Harris, one of Claimant’s treating physicians, and gave them limited weight due to their restrictive nature. R. 29. Claimant argues that the ALJ’s stated reasons for giving Dr. Harris’s opinions limited weight are not supported by substantial

evidence. Doc. No. 18 at 13. On November 20, 2016, Dr. Harris completed a functional capacity questionnaire regarding Claimant’s lumbar disc herniation. R. 599. First, Dr. Harris opined Claimant was unable to work. Id. Dr. Harris then indicated

Claimant would be subject to frequent absenteeism and lateness, would need the ability to shift to standing or sitting at will, would need an assisted walking device or brace, could not lift or carry greater than ten pounds, could not sweep, vacuum,

or mow the lawn, and was limited to driving 15-20 minutes at a time. Id. On April 4, 2017, Dr. Harris completed a residual functional capacity assessment related to Claimant’s lumbar disc herniation. R. 831-38. Dr. Harris opined that

Claimant could lift or carry ten pounds occasionally and less than ten pounds frequently, stand/walk less than two hours per day, sit less than six hours per day, must be able to periodically alternate standing and sitting, Claimant could stand no more than ten minutes at a time, and sit no more than 10-15 minutes at a time,

Claimant had a limited ability to push and pull in his lower extremities, could occasionally climb ramps/stairs and balance, but never stoop, kneel, crouch, crawl, or climb ladders, ropes or scaffolds, Claimant should avoid all exposure to

extreme cold and hazards such as machinery or heights, and avoid concentrated exposure to wetness, vibrations, fumes, odors, dusts, gases and poor ventilation. R. 832-35.

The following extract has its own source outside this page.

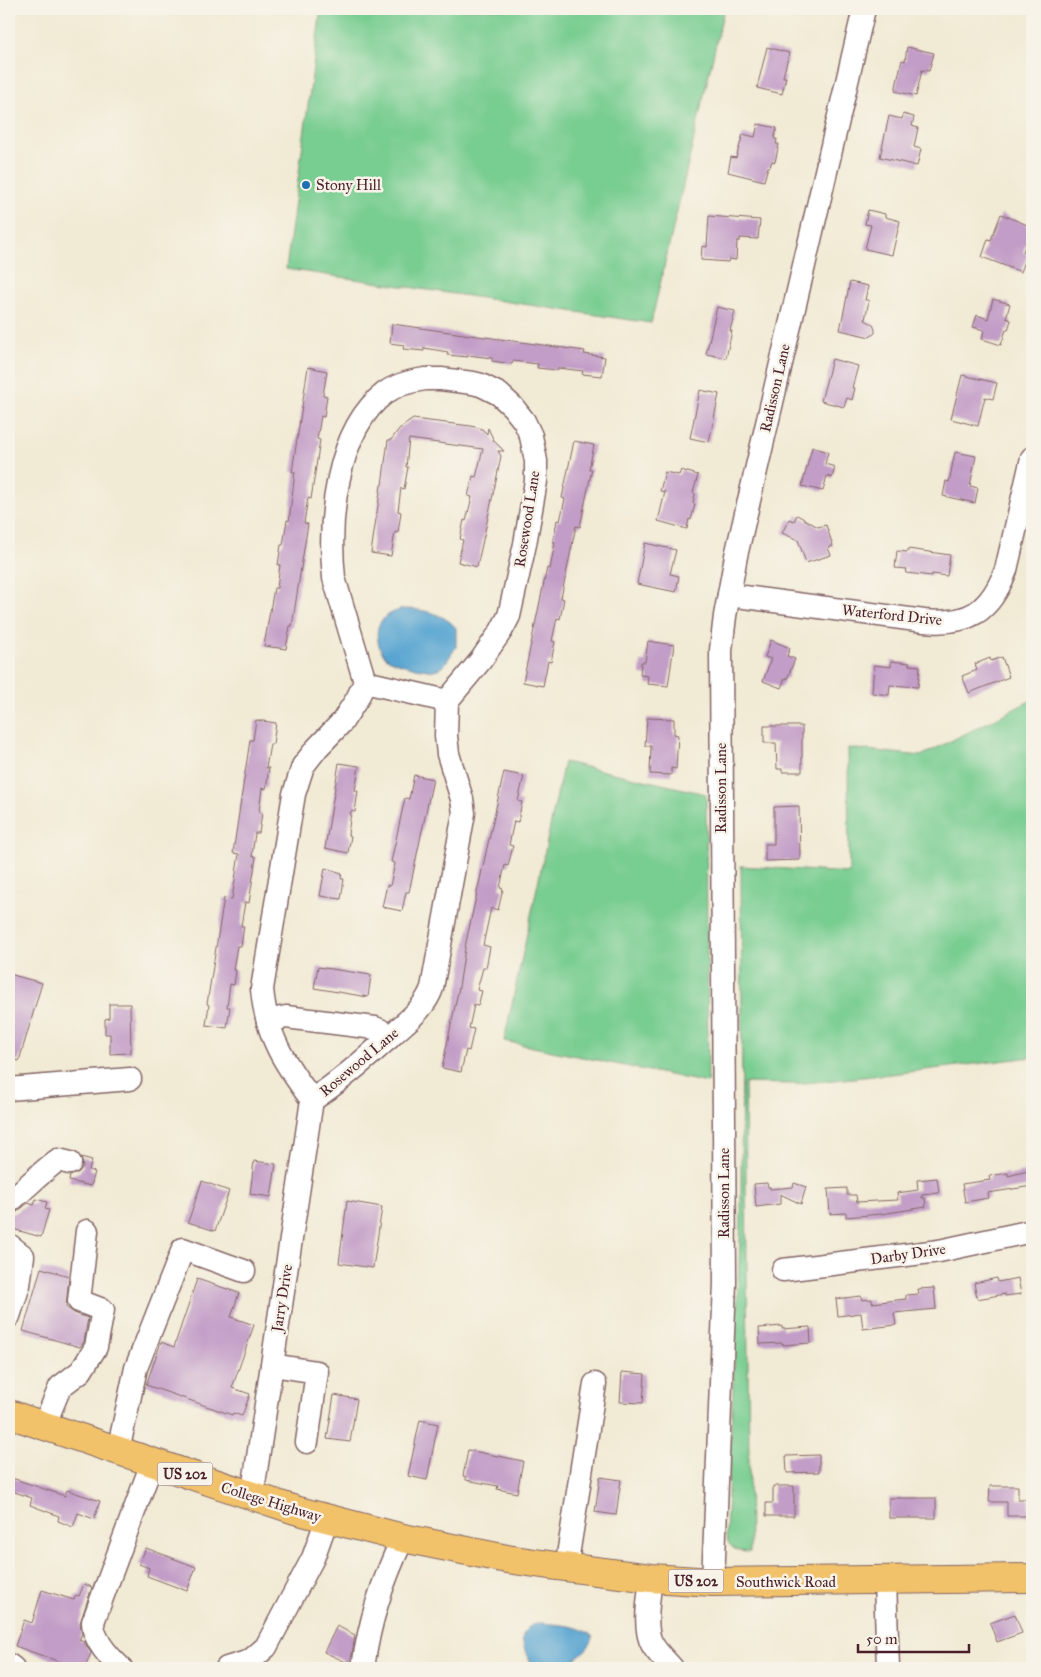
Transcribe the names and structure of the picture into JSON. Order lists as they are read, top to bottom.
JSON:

The ALJ found Dr. Harris’s opinions were not consistent with certain observable clinical findings she noted earlier in her opinion, and his opinions were not consistent Claimant’s reported daily activities. R. 29. With respect to observable clinical findings, the ALJ noted that:

While treatment records document persistent obesity and lumbar MRIs indicate rather significant findings, the claimant has consistently demonstrated a normal gait with no edema and intact sensation and has more often than not displayed intact strength (Exhibits 7F/3; 12F/19-20, 23-24; 16F/1-8; 17F/15-17; 23F/4-7). Further, the claimant has repeatedly denied back pain, weakness, and balance issues at non-orthopedic examinations and admitted walking three miles daily to lose weight on September 27, 2018 (Exhibits 7F/15-17; 12F/19-20; 15F/3; 18F/3; 20F/2, 6; 23F/6-7; 26F/1; 27F/1-2). Moreover, the claimant has not undergone injection therapy, pain management treatment, prolonged physical therapy, or surgery for his back.

R. 28. The ALJ also relied on Claimant’s testimony that he was able to occasionally mow the lawn and remove leaves from his pool. R. 29. In Winschel v. Commissioner of Social Security, the Eleventh Circuit held that whenever a physician offers a statement reflecting judgments about the nature and severity of a claimant’s impairments, including symptoms, diagnosis, and prognosis, what the claimant can still do despite his impairments, and the claimant’s physical and mental restrictions, the statement is an opinion requiring the ALJ to state with particularity the weight given to it and the reasons therefor. 631 F.3d 1176, 1178-79 (11th Cir. 2011) (citing 20 C.F.R.